* Saved entries
# # #
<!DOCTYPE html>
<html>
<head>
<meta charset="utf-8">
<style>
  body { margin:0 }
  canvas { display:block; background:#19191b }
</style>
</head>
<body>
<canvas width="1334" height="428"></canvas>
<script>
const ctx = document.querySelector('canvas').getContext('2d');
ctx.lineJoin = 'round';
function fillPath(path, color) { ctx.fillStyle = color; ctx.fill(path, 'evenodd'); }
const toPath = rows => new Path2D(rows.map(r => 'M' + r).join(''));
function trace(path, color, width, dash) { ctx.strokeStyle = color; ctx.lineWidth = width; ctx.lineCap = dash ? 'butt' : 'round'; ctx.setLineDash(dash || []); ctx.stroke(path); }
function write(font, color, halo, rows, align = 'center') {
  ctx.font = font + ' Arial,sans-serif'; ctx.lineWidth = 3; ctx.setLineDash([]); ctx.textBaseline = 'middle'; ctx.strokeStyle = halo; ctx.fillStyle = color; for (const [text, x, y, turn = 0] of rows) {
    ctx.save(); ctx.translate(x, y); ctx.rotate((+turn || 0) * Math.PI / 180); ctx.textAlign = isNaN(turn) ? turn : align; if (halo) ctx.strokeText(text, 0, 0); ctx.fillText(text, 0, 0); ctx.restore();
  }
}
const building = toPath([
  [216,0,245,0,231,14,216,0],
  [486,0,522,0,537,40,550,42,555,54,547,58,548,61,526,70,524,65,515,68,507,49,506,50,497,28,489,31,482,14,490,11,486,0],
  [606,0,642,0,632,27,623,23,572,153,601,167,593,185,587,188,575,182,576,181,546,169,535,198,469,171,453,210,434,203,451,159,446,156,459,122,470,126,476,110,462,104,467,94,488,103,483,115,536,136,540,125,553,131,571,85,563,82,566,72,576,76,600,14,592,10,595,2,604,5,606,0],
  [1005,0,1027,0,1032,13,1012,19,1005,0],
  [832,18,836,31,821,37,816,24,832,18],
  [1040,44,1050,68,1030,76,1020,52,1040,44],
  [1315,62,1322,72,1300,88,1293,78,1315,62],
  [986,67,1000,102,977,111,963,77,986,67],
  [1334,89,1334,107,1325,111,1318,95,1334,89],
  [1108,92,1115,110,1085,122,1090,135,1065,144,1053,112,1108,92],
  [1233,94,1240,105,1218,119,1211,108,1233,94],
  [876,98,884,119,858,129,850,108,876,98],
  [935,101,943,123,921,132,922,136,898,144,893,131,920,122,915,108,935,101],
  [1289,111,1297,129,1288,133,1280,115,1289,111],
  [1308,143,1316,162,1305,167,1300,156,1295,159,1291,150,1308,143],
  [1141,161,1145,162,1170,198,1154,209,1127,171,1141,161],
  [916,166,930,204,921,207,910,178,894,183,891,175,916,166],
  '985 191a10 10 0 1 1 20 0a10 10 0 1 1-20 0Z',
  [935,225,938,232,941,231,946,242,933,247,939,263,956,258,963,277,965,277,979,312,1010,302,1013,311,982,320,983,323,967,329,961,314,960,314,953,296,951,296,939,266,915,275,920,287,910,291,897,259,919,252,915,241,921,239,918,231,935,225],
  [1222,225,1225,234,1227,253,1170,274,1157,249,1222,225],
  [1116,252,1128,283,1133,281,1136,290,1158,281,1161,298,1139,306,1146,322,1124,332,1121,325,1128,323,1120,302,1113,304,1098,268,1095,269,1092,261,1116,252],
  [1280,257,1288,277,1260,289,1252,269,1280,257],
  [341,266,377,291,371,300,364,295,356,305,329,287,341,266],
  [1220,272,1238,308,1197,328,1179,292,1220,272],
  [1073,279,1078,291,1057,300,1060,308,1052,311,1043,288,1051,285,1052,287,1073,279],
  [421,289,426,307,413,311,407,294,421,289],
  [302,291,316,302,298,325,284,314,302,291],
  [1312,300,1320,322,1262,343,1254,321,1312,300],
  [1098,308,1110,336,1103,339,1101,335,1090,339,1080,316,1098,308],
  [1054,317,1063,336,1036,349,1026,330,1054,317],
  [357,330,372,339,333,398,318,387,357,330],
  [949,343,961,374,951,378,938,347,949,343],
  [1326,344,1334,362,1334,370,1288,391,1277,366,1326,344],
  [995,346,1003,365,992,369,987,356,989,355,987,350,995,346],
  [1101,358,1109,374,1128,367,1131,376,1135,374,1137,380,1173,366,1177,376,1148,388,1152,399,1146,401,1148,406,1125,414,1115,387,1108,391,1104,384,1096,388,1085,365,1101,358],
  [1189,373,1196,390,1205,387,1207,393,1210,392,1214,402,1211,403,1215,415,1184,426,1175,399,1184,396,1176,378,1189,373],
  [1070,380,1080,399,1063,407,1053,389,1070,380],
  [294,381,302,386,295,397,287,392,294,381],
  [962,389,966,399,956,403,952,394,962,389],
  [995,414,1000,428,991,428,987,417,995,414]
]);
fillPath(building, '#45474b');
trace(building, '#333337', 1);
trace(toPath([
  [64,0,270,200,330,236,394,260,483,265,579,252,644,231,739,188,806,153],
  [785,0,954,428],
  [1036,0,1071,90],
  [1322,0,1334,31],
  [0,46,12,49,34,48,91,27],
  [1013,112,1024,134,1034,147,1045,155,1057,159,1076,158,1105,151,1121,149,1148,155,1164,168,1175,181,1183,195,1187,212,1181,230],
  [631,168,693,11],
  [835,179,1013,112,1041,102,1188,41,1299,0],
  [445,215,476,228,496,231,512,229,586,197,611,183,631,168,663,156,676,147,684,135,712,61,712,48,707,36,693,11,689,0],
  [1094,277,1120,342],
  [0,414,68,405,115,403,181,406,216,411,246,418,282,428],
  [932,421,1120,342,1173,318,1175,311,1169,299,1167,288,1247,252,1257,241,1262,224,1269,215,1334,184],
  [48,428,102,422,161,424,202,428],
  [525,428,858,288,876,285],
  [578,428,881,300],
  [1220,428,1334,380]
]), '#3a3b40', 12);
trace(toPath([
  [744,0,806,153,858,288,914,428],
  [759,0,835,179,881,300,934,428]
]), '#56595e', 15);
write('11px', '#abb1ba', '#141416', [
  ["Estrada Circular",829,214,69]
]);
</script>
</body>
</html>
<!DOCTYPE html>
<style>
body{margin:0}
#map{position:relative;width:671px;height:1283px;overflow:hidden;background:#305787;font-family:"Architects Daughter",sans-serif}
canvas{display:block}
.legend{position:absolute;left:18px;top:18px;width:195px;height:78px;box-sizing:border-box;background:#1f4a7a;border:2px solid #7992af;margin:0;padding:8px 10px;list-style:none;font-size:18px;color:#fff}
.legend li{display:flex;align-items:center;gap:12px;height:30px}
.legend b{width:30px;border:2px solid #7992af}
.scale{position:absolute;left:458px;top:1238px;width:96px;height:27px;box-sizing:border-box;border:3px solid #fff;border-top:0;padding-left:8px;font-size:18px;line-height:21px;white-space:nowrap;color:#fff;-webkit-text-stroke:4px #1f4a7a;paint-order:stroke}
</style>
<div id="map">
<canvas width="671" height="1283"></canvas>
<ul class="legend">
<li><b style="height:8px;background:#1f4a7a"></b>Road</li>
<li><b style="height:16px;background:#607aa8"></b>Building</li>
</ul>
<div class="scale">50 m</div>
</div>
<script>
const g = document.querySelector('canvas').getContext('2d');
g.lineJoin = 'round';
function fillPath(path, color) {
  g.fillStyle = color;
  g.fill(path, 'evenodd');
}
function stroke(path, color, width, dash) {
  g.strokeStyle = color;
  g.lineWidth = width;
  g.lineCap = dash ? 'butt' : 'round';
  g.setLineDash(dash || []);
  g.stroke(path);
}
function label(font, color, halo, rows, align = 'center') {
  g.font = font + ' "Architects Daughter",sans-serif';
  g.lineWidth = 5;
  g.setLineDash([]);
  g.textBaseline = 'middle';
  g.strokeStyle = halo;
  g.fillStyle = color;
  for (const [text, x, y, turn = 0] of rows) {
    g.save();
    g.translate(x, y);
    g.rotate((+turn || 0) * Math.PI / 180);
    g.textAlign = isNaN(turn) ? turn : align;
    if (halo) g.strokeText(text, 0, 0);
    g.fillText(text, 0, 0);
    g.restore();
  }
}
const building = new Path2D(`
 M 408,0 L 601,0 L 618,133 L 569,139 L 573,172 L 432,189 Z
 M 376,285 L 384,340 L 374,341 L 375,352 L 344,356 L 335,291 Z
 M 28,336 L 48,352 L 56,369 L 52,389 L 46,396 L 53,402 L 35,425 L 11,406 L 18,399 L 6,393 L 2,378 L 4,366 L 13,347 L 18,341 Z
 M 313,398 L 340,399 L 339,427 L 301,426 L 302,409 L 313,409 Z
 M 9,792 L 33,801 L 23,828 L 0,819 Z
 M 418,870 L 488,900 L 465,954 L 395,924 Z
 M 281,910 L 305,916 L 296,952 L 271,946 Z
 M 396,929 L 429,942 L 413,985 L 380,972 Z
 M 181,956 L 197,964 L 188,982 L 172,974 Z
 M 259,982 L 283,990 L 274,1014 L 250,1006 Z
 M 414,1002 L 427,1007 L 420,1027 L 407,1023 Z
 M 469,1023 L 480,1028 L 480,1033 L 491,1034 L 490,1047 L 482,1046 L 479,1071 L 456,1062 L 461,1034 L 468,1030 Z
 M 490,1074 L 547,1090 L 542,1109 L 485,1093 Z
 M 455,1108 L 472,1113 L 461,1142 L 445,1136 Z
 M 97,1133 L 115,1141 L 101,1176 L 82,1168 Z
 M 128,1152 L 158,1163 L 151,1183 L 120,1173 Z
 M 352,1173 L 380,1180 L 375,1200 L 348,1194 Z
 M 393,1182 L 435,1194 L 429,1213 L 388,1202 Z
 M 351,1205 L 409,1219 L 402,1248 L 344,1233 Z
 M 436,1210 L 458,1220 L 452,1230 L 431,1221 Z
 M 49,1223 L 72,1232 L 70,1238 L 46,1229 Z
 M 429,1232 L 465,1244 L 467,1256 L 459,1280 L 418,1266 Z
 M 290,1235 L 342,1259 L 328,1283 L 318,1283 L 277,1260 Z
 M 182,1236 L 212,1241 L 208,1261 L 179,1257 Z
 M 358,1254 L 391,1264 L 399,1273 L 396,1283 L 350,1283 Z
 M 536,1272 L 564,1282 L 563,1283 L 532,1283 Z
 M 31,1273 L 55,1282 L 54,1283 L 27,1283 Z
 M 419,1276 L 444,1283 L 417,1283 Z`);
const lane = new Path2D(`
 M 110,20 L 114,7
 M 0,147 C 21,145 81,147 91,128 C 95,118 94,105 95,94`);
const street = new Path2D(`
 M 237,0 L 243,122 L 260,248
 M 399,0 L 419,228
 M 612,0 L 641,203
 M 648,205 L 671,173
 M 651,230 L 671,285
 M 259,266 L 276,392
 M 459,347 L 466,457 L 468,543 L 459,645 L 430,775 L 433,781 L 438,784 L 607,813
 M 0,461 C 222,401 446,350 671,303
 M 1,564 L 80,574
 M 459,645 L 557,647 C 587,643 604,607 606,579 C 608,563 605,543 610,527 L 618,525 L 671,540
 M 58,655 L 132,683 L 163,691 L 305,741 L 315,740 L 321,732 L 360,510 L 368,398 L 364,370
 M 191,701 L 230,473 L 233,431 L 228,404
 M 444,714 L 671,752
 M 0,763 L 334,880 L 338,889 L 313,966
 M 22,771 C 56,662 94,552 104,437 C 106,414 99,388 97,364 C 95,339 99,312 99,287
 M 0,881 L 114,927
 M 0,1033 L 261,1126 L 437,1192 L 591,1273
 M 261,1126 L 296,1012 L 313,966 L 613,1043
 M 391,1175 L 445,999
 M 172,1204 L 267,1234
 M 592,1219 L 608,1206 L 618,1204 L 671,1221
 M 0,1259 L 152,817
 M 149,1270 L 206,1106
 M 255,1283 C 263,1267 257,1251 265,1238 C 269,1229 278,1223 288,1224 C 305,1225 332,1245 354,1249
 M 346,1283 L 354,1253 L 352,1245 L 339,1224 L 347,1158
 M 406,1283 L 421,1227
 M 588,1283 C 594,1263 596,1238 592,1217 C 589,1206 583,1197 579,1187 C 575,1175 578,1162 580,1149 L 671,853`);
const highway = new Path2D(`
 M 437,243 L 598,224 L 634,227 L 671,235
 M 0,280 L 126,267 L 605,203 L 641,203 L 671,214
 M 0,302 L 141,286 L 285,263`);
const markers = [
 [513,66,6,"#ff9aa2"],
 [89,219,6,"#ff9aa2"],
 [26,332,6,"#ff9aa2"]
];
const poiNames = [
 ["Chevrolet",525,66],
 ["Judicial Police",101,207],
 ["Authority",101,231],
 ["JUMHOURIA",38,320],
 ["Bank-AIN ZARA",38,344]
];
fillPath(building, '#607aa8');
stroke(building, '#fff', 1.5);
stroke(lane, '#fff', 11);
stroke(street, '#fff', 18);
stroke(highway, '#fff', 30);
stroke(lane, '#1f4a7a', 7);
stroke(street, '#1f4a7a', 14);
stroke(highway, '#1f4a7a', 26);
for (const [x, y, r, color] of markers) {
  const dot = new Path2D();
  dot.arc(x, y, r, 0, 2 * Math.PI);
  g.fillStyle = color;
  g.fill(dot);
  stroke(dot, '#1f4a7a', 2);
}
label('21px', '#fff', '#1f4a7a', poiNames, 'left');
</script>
# # #
* DIRECTIONS
Pull out all lines from the entries above in which the word "strokeStyle" appears.

* RESULT
function trace(path, color, width, dash) { ctx.strokeStyle = color; ctx.lineWidth = width; ctx.lineCap = dash ? 'butt' : 'round'; ctx.setLineDash(dash || []); ctx.stroke(path); }
  ctx.font = font + ' Arial,sans-serif'; ctx.lineWidth = 3; ctx.setLineDash([]); ctx.textBaseline = 'middle'; ctx.strokeStyle = halo; ctx.fillStyle = color; for (const [text, x, y, turn = 0] of rows) {
  g.strokeStyle = color;
  g.strokeStyle = halo;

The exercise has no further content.